There were several study limitations. Although the trial's participants were diverse, there were specific populations that were not represented, including patients with class II obesity or higher and non–English-speaking participants. The lack of previously validated standards for clinical quality transvaginal ultrasound imaging is a general limitation for research in this area. We hope that the endpoint used in this trial—which was found to be intuitive and representative of clinical practice by the blinded raters—may inform future studies. There was some interrater variability in antral follicle count estimation, demonstrating the inherent limitation that antral follicle count is operator-dependent. As we consider implementation of virtual ultrasonograms in clinical practice, additional limitations around scalability, including ongoing need to train ultrasound technologists, will require ongoing focus.

In the United States relative to other countries, access to high-quality ovarian reserve testing has been suboptimal and contributes to known disparities in access to infertility treatment.4,5,50–52 Comprehensive at-home fertility assessment with FDA-authorized virtual ultrasonography (currently under FDA review) could be most effective for those who live in underserved regions, underrepresented minorities, and patients with disabilities. Because the trial demonstrated that patients can and are able to perform their own transvaginal ultrasonography, this model could possibly enable earlier identification of fertility-affecting conditions such as diminished ovarian reserve and polycystic ovarian syndrome.

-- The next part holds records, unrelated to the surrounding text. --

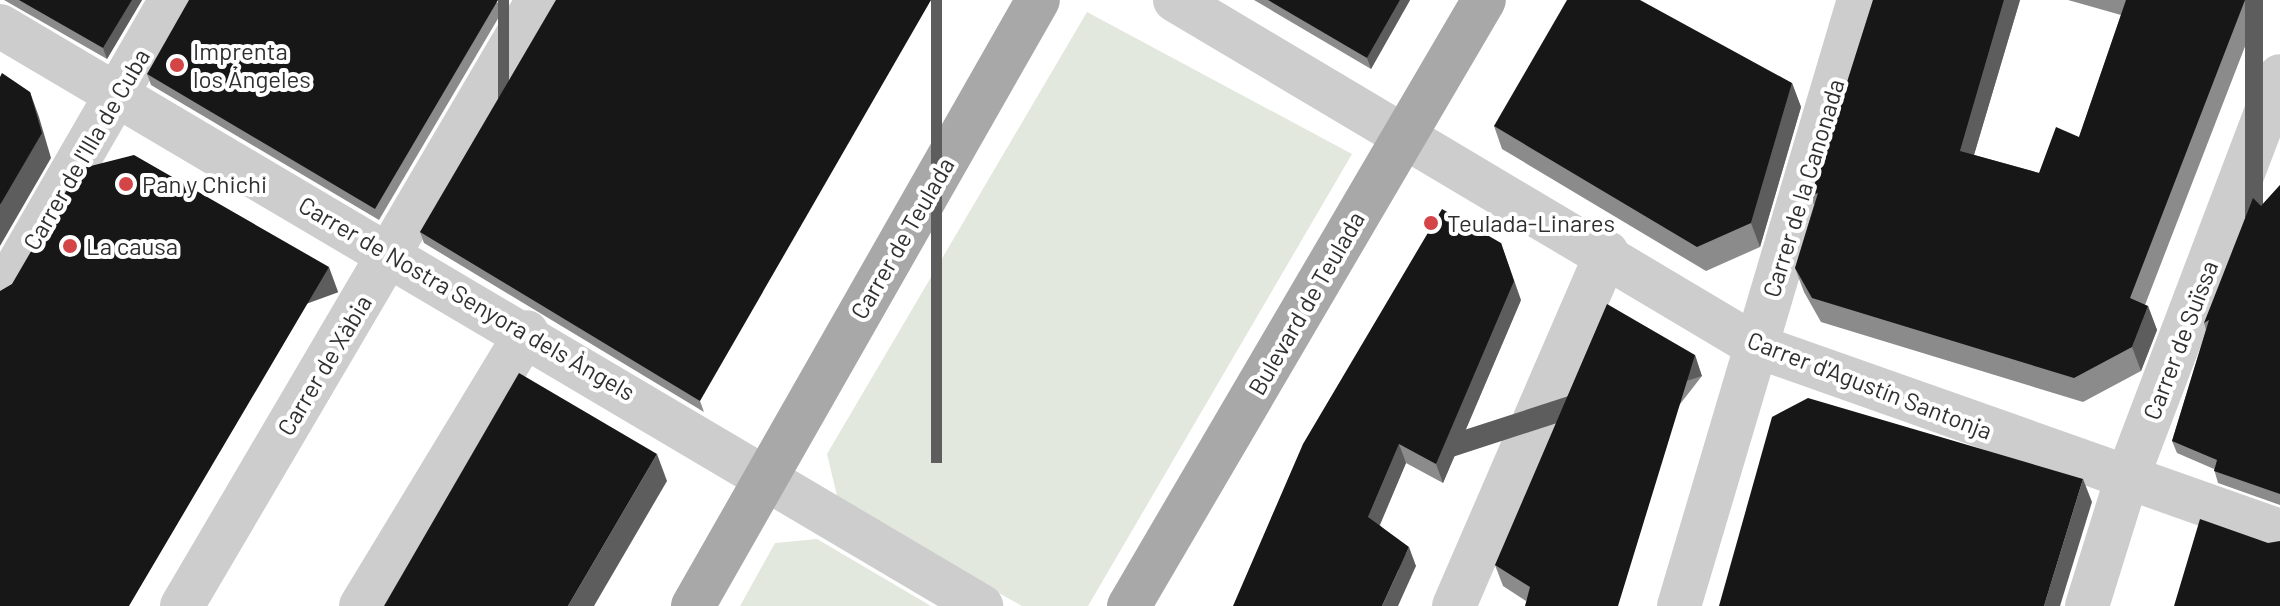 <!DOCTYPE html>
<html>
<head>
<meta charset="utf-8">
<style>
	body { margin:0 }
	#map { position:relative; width:2280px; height:606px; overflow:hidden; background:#fff; font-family:Barlow,sans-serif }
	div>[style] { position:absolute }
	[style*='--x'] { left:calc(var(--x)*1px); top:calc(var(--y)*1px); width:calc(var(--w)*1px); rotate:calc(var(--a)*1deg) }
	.green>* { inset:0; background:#e2e8dd }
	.street>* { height:44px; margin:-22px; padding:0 22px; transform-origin:22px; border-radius:22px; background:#cdcdcd }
	.primary>* { height:44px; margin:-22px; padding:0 22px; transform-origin:22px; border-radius:22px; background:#a8a8a8 }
	.wall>* { inset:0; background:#8b8b8b }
	.shaded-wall>* { inset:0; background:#5d5d5d; transform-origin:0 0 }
	.building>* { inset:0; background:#171717 }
	.dots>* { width:22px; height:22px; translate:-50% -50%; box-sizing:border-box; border:4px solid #fff; border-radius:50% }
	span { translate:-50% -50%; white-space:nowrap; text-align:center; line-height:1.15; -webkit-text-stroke:8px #fff; paint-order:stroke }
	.poi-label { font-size:24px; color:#303030 }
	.left { translate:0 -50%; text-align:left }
	.street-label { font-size:24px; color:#303030 }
</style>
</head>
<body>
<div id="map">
	<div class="green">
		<i style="clip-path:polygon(1087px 12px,1352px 154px,1088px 606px,1022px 606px,839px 504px,827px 454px)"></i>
		<i style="clip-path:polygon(817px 539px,931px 606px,740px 606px,775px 543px)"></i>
	</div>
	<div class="street">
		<i style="--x:1175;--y:0;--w:676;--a:30.77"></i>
		<i style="--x:1756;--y:346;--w:556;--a:19.45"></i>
		<i style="--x:0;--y:26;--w:1140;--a:30.59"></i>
		<i style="--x:0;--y:296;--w:342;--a:-60"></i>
		<i style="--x:182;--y:606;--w:703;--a:-59.57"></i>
		<i style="--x:361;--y:606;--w:320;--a:-58.8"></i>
		<i style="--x:1454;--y:606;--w:385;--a:-66.6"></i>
		<i style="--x:1679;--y:606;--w:632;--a:-73.46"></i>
		<i style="--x:2087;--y:606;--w:131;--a:-72.7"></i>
		<i style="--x:2126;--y:481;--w:433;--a:-69.2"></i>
	</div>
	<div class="primary">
		<i style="--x:693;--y:606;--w:697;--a:-60.35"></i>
		<i style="--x:1129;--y:606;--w:702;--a:-59.64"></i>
	</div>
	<div class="wall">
		<i style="clip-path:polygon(4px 0,142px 0,107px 59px)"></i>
		<i style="clip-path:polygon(509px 0,379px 220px,151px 85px,147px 74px)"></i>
		<i style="clip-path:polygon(556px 0,704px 412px,424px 243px,420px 232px)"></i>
		<i style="clip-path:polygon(1254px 0,1410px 0,1371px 69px)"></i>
		<i style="clip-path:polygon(1873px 0,2020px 0,1974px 155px,2039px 173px,2079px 137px,2121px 15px,2068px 0,2263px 0,2145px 305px,2148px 306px,2157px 330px,2141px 371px,2083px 402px,1821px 322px,1804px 292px,1795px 268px,1814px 205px,1811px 196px)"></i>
		<i style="clip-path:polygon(1792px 83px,1801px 107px,1760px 247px,1706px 271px,1502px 149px,1494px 126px)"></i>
		<i style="clip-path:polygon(2280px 185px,2280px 505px,2218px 483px,2214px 469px,2177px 453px,2172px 441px,2206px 330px,2204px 323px,2261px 206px)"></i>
		<i style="clip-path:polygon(1521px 300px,1443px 483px,1406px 463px,1380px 525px,1416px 566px,1233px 606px)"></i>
		<i style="clip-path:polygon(1695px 355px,1702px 376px,1526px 601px,1503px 586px,1495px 565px)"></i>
	</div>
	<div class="shaded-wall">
		<i style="clip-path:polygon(132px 0,142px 0,107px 59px,103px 48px)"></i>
		<i style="left:498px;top:0;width:11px;height:243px"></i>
		<i style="left:931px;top:0;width:11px;height:463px"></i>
		<i style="clip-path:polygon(1400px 0,1410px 0,1371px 69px,1367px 58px)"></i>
		<i style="clip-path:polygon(2004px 0,2020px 0,1968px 175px,1960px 151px)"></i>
		<i style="left:2245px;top:0;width:18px;height:319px"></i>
		<i style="clip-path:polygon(1792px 83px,1801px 107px,1760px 247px,1751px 223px)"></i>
		<i style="clip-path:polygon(30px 92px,39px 117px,51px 158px,0 246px,0 205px)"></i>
		<i style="clip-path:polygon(1501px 243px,1521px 300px,1443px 483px,1436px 464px)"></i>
		<i style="left:329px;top:267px;width:27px;height:394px;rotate:70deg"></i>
		<i style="clip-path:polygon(2148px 306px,2157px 330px,2141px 371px,2132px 347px)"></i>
		<i style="left:1695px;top:355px;width:22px;height:263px;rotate:72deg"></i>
		<i style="clip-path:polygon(1399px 444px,1406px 463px,1375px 536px,1368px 517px)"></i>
		<i style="clip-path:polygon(657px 454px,667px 481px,594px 606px,568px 606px)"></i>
		<i style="clip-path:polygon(2083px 479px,2092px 502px,2060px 606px,2044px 606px)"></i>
		<i style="clip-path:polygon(1409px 547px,1416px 566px,1398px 606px,1382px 606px)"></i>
	</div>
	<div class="building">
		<i style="clip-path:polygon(19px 0,132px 0,103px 48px)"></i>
		<i style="clip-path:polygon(189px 0,498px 0,375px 209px,147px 74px)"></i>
		<i style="clip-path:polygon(556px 0,931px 0,700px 401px,420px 232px)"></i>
		<i style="clip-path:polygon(1268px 0,1400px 0,1367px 58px)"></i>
		<i style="clip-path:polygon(1567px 0,1640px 0,1792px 83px,1751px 223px,1697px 247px,1494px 126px)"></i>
		<i style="clip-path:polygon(1873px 0,2004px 0,1960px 151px,2039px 173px,2056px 127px,2079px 137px,2126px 0,2245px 0,2130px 298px,2148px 306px,2132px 347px,2074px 378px,1812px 298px,1795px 268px,1818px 193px,1811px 196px)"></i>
		<i style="clip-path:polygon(2px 73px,30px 92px,42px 133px,0 205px,0 77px)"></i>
		<i style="clip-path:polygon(134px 155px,329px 267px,129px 606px,0 606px,0 291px,12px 284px,79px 169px)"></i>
		<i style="clip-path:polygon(2280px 185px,2280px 494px,2214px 471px,2217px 460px,2172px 441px,2209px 320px,2204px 323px,2253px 198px,2261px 206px)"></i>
		<i style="clip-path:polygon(1442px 209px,1501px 243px,1514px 281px,1436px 464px,1399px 444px,1368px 517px,1409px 547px,1382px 606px,1233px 606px,1303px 444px)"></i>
		<i style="clip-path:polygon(1607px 304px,1695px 355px,1618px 606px,1525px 606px,1530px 587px,1495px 565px)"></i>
		<i style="clip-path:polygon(519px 373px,657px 454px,568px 606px,384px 606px)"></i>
		<i style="clip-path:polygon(1808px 398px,2083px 479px,2044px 606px,1719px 606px,1772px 417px)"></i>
		<i style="clip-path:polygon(2200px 519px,2268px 543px,2280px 541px,2280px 606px,2174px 606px)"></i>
	</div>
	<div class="dots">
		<i style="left:177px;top:65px;background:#d44548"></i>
		<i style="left:126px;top:184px;background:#d44548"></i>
		<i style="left:1431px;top:223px;background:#d44548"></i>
		<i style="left:70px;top:246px;background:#d44548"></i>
	</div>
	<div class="poi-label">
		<span class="left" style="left:193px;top:65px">Imprenta<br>los Ángeles</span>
		<span class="left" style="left:142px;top:184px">Pan y Chichi</span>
		<span class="left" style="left:1447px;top:223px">Teulada-Linares</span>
		<span class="left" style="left:86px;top:246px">La causa</span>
	</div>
	<div class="street-label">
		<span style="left:86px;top:149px;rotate:-60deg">Carrer de l'Illa de Cuba</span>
		<span style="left:1803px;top:188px;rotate:-73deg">Carrer de la Canonada</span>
		<span style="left:902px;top:238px;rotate:-60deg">Carrer de Teulada</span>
		<span style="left:467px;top:298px;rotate:30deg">Carrer de Nostra Senyora dels Àngels</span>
		<span style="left:1306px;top:303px;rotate:-60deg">Bulevard de Teulada</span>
		<span style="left:2180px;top:340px;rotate:-69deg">Carrer de Suïssa</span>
		<span style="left:324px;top:365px;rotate:-59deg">Carrer de Xàbia</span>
		<span style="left:1870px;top:385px;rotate:21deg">Carrer d'Agustín Santonja</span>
	</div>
</div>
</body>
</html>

This self-administered technology has the potential to reduce geographic and financial barriers to reproductive health care and provide much needed, convenient access to fertility testing to guide decisions around family building, fertility preservation, or pursuing further testing or treatment. Promising future applications may also include remote follicular monitoring for ovulation induction and controlled ovarian hyperstimulation for in vitro fertilization in tandem with treatment-specific hormonal testing. In summary, virtual transvaginal ultrasonography can provide an innovative option for comprehensive at-home fertility testing, possibly expanding patient access to fertility care, decreasing costs, and providing women with the means to evaluate their reproductive potential.

Authors' Data Sharing Statement

  • Will individual participant data be available (including data dictionaries)? Yes, but anonymized.
  • What data in particular will be shared? Analysis data sets used to generate tables of results in the manuscript.
  • What other documents will be available? None.
  • When will data be available (start and end dates)? From the date of publication up to 1 year.
  • By what access criteria will data be shared (including with whom, for what types of analyses, and by what mechanism)? Data and associated documentation will be available under the auspices of the Principal Investigator through a data-sharing agreement that provides for: i) IRB approval for the proposed research using the data; ii) a commitment to using the data only for research purposes and only for the IRB approved research, iii) a commitment not to try to identify any individual participant; iv) a commitment to securing the data using appropriate password protected computer technology and other necessary safeguards; v) a commitment to not transfer the data to other users and destroying the data after analyses are completed.